Segment Start: Entries shown

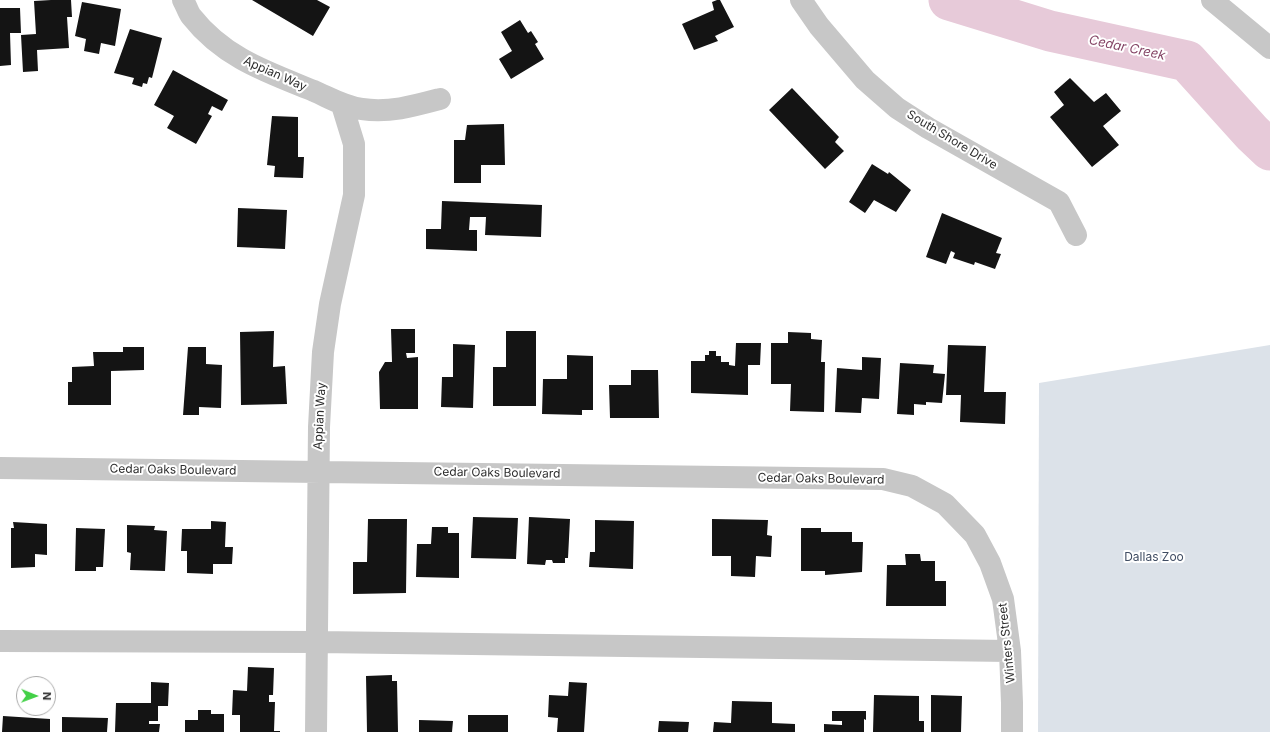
<!DOCTYPE html>
<html>
<head>
<meta charset="utf-8">
<style>
	body { margin:0 }
	#map { position:relative; width:1270px; height:732px; overflow:hidden; background:#fff; font-family:Inter,sans-serif }
	canvas { display:block }
	.north { position:absolute; left:16px; top:676px; width:40px; height:40px; box-sizing:border-box; background:#fff; border:1px solid #ababab; border-radius:50%; rotate:91deg; font-size:11px; font-weight:700; line-height:16px; text-align:center; color:#2d2d2d }
	.north::after { content:''; display:block; margin:auto; width:14px; height:18px; background:#43d047; clip-path:polygon(50% 0,100% 100%,50% 72%,0 100%) }
</style>
</head>
<body>
<div id="map">
<canvas width="1270" height="732"></canvas>
<div class="north">N</div>
</div>
<script>
const ctx = document.querySelector('canvas').getContext('2d');
ctx.lineJoin = 'round';
function paint(path, color) { ctx.fillStyle = color; ctx.fill(path, 'evenodd'); }
function trace(path, color, width, dash) { ctx.strokeStyle = color; ctx.lineWidth = width; ctx.lineCap = dash ? 'butt' : 'round'; ctx.setLineDash(dash || []); ctx.stroke(path); }
function drawText(font, color, halo, rows, align = 'center') {
  ctx.font = font + ' Inter,sans-serif'; ctx.lineWidth = 4; ctx.setLineDash([]); ctx.textBaseline = 'middle'; ctx.strokeStyle = halo; ctx.fillStyle = color; for (const [text, x, y, turn = 0] of rows) {
    ctx.save(); ctx.translate(x, y); ctx.rotate((+turn || 0) * Math.PI / 180); ctx.textAlign = isNaN(turn) ? turn : align; if (halo) ctx.strokeText(text, 0, 0); ctx.fillText(text, 0, 0); ctx.restore();
  }
}
paint(new Path2D(`
	M 1270,345 L 1270,732 L 1038,732 L 1039,383 Z`), '#dce2e9');
trace(new Path2D(`
	M 949,0 L 1050,31 L 1187,61 L 1252,133 L 1270,150`), '#e7cad9', 41);
paint(new Path2D(`
	M 51,0 L 71,0 L 72,17 L 67,17 L 69,48 L 37,50 L 38,71 L 23,72 L 21,35 L 36,34 L 34,1 Z
	M 252,0 L 317,0 L 330,7 L 313,36 Z
	M 717,0 L 720,0 L 734,27 L 715,36 L 718,41 L 694,50 L 682,24 L 714,10 L 712,2 Z
	M 82,2 L 121,9 L 115,46 L 101,43 L 99,54 L 84,51 L 86,39 L 75,36 Z
	M 0,8 L 20,8 L 21,33 L 10,33 L 11,65 L 0,66 Z
	M 520,20 L 528,33 L 531,31 L 538,42 L 535,44 L 544,59 L 511,79 L 499,59 L 512,51 L 501,32 Z
	M 130,29 L 162,38 L 152,78 L 149,77 L 147,84 L 143,83 L 142,87 L 132,84 L 134,78 L 114,73 Z
	M 173,70 L 228,100 L 222,111 L 212,106 L 208,114 L 212,116 L 196,144 L 167,128 L 174,116 L 154,105 Z
	M 1070,78 L 1094,102 L 1106,93 L 1121,111 L 1103,126 L 1119,145 L 1092,167 L 1050,117 L 1064,105 L 1054,92 Z
	M 792,88 L 839,137 L 835,142 L 844,151 L 825,169 L 769,110 Z
	M 272,116 L 298,117 L 298,157 L 304,157 L 303,178 L 274,177 L 275,166 L 267,165 Z
	M 504,124 L 505,165 L 481,165 L 481,183 L 454,183 L 454,140 L 465,140 L 467,125 Z
	M 872,164 L 888,174 L 889,172 L 911,190 L 896,212 L 874,200 L 865,213 L 849,202 Z
	M 442,201 L 542,205 L 541,237 L 485,235 L 486,217 L 470,217 L 469,230 L 477,230 L 477,251 L 426,249 L 426,229 L 441,229 Z
	M 238,208 L 287,210 L 285,249 L 237,247 Z
	M 942,213 L 1002,238 L 996,253 L 1001,254 L 995,269 L 975,262 L 974,265 L 953,258 L 955,253 L 951,251 L 946,264 L 926,257 Z
	M 391,329 L 415,329 L 415,353 L 406,353 L 407,358 L 418,357 L 418,409 L 380,409 L 379,372 L 385,362 L 392,362 Z
	M 274,331 L 273,367 L 285,366 L 287,404 L 241,405 L 240,332 Z
	M 506,331 L 536,331 L 536,406 L 493,406 L 493,367 L 506,367 Z
	M 788,332 L 811,333 L 811,339 L 822,340 L 821,362 L 825,362 L 824,412 L 790,411 L 791,384 L 771,384 L 771,343 L 788,343 Z
	M 736,343 L 761,343 L 760,365 L 748,365 L 748,395 L 691,393 L 691,361 L 705,361 L 705,355 L 709,355 L 709,351 L 716,351 L 716,356 L 721,356 L 721,362 L 729,362 L 729,365 L 735,366 Z
	M 453,344 L 475,345 L 473,408 L 441,407 L 442,377 L 453,377 Z
	M 948,345 L 986,346 L 984,392 L 1006,392 L 1005,424 L 960,422 L 961,395 L 946,395 Z
	M 123,347 L 144,347 L 144,370 L 111,371 L 111,405 L 68,405 L 68,382 L 72,382 L 72,367 L 94,366 L 93,352 L 123,352 Z
	M 188,347 L 206,347 L 206,364 L 222,365 L 221,408 L 199,407 L 199,415 L 183,415 Z
	M 567,355 L 593,356 L 593,410 L 582,410 L 582,415 L 542,414 L 543,379 L 567,379 Z
	M 862,357 L 881,358 L 879,399 L 862,398 L 861,413 L 835,412 L 837,368 L 862,370 Z
	M 900,363 L 934,365 L 933,373 L 945,374 L 942,403 L 926,402 L 926,405 L 914,404 L 914,415 L 897,414 Z
	M 631,370 L 658,370 L 659,418 L 610,418 L 609,385 L 631,385 Z
	M 473,517 L 518,518 L 516,559 L 471,558 Z
	M 529,517 L 570,519 L 568,558 L 565,558 L 565,563 L 553,563 L 552,560 L 546,560 L 545,565 L 527,564 Z
	M 368,519 L 407,519 L 406,593 L 353,594 L 353,562 L 367,562 Z
	M 712,519 L 768,520 L 767,535 L 772,536 L 771,557 L 756,556 L 755,577 L 731,576 L 731,556 L 712,556 Z
	M 595,520 L 634,521 L 633,569 L 589,567 L 590,552 L 595,552 Z
	M 211,521 L 226,522 L 225,547 L 233,547 L 232,564 L 213,564 L 213,574 L 187,573 L 187,551 L 181,551 L 182,529 L 211,529 Z
	M 13,522 L 47,524 L 47,555 L 35,554 L 35,567 L 11,568 L 11,528 L 14,528 Z
	M 127,525 L 155,526 L 154,530 L 167,531 L 165,571 L 130,570 L 131,553 L 127,552 Z
	M 432,527 L 448,527 L 448,533 L 459,533 L 459,578 L 416,577 L 417,544 L 431,544 Z
	M 76,528 L 105,529 L 103,567 L 96,567 L 96,571 L 75,571 Z
	M 801,528 L 821,528 L 821,532 L 852,532 L 852,542 L 863,542 L 862,572 L 825,575 L 825,571 L 801,571 Z
	M 905,554 L 920,554 L 921,561 L 935,561 L 935,581 L 946,581 L 946,606 L 886,606 L 887,565 L 906,565 Z
	M 248,667 L 274,668 L 273,695 L 269,695 L 269,702 L 275,702 L 274,731 L 280,731 L 280,732 L 240,732 L 240,715 L 232,715 L 233,690 L 247,691 Z
	M 392,675 L 392,681 L 397,681 L 398,732 L 367,732 L 366,676 Z
	M 151,682 L 169,683 L 168,706 L 158,706 L 158,721 L 149,721 L 149,724 L 160,724 L 159,732 L 115,732 L 116,703 L 151,703 Z
	M 569,682 L 587,683 L 584,732 L 557,732 L 558,718 L 548,717 L 549,695 L 568,696 Z
	M 874,695 L 919,696 L 919,721 L 924,721 L 924,732 L 873,732 Z
	M 931,695 L 962,696 L 961,732 L 931,732 Z
	M 732,701 L 772,702 L 772,723 L 795,724 L 795,732 L 713,732 L 714,722 L 731,723 Z
	M 198,710 L 211,710 L 211,714 L 224,714 L 224,732 L 185,732 L 185,720 L 198,720 Z
	M 832,711 L 866,711 L 866,720 L 864,719 L 864,732 L 824,732 L 824,724 L 842,725 L 842,721 L 832,721 Z
	M 468,715 L 508,715 L 508,732 L 468,732 Z
	M 3,716 L 50,719 L 50,732 L 2,732 Z
	M 62,717 L 108,718 L 107,732 L 62,732 Z
	M 419,720 L 453,721 L 452,732 L 419,732 Z
	M 659,721 L 689,722 L 688,732 L 658,732 Z`), '#141414');
trace(new Path2D(`
	M 183,0 C 186,5 188,12 191,16 C 224,58 267,72 314,91 C 330,98 345,107 362,109 C 389,113 414,106 440,99
	M 801,0 L 819,26 L 865,80 L 897,108 L 928,128 L 1059,202 L 1076,235
	M 1212,0 L 1270,48
	M 0,468 L 883,479 L 912,486 L 945,504 L 975,535 L 990,563 L 1003,599 L 1010,651 L 1012,703 L 1012,732
	M 0,641 L 318,642 L 1010,651
	M 316,732 L 319,427 L 323,352 L 330,304 L 354,195 L 354,144 L 342,105`), '#c7c7c7', 22);
drawText('12px', '#2d2d2d', '#fff', [
	["Appian Way",275,74,24],
	["South Shore Drive",952,140,31],
	["Appian Way",320,416,-87],
	["Cedar Oaks Boulevard",173,470,1],
	["Cedar Oaks Boulevard",497,473,1],
	["Cedar Oaks Boulevard",821,479,1],
	["Winters Street",1007,643,-96]
]);
drawText('12px', '#404d63', '#fff', [
	["Dallas Zoo",1154,557]
]);
drawText('italic 13px', '#854566', '#fff', [
	["Cedar Creek",1127,48,12]
]);
</script>
</body>
</html>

Segment End: Entries shown

» **Task details**
Retype word for word everything in the listing above from the line that holds "M 0,8 L 20,8" down to the line that holds "M 788,332 L". Keep both end lines and leave out the rest.

» **Solution**
	M 0,8 L 20,8 L 21,33 L 10,33 L 11,65 L 0,66 Z
	M 520,20 L 528,33 L 531,31 L 538,42 L 535,44 L 544,59 L 511,79 L 499,59 L 512,51 L 501,32 Z
	M 130,29 L 162,38 L 152,78 L 149,77 L 147,84 L 143,83 L 142,87 L 132,84 L 134,78 L 114,73 Z
	M 173,70 L 228,100 L 222,111 L 212,106 L 208,114 L 212,116 L 196,144 L 167,128 L 174,116 L 154,105 Z
	M 1070,78 L 1094,102 L 1106,93 L 1121,111 L 1103,126 L 1119,145 L 1092,167 L 1050,117 L 1064,105 L 1054,92 Z
	M 792,88 L 839,137 L 835,142 L 844,151 L 825,169 L 769,110 Z
	M 272,116 L 298,117 L 298,157 L 304,157 L 303,178 L 274,177 L 275,166 L 267,165 Z
	M 504,124 L 505,165 L 481,165 L 481,183 L 454,183 L 454,140 L 465,140 L 467,125 Z
	M 872,164 L 888,174 L 889,172 L 911,190 L 896,212 L 874,200 L 865,213 L 849,202 Z
	M 442,201 L 542,205 L 541,237 L 485,235 L 486,217 L 470,217 L 469,230 L 477,230 L 477,251 L 426,249 L 426,229 L 441,229 Z
	M 238,208 L 287,210 L 285,249 L 237,247 Z
	M 942,213 L 1002,238 L 996,253 L 1001,254 L 995,269 L 975,262 L 974,265 L 953,258 L 955,253 L 951,251 L 946,264 L 926,257 Z
	M 391,329 L 415,329 L 415,353 L 406,353 L 407,358 L 418,357 L 418,409 L 380,409 L 379,372 L 385,362 L 392,362 Z
	M 274,331 L 273,367 L 285,366 L 287,404 L 241,405 L 240,332 Z
	M 506,331 L 536,331 L 536,406 L 493,406 L 493,367 L 506,367 Z
	M 788,332 L 811,333 L 811,339 L 822,340 L 821,362 L 825,362 L 824,412 L 790,411 L 791,384 L 771,384 L 771,343 L 788,343 Z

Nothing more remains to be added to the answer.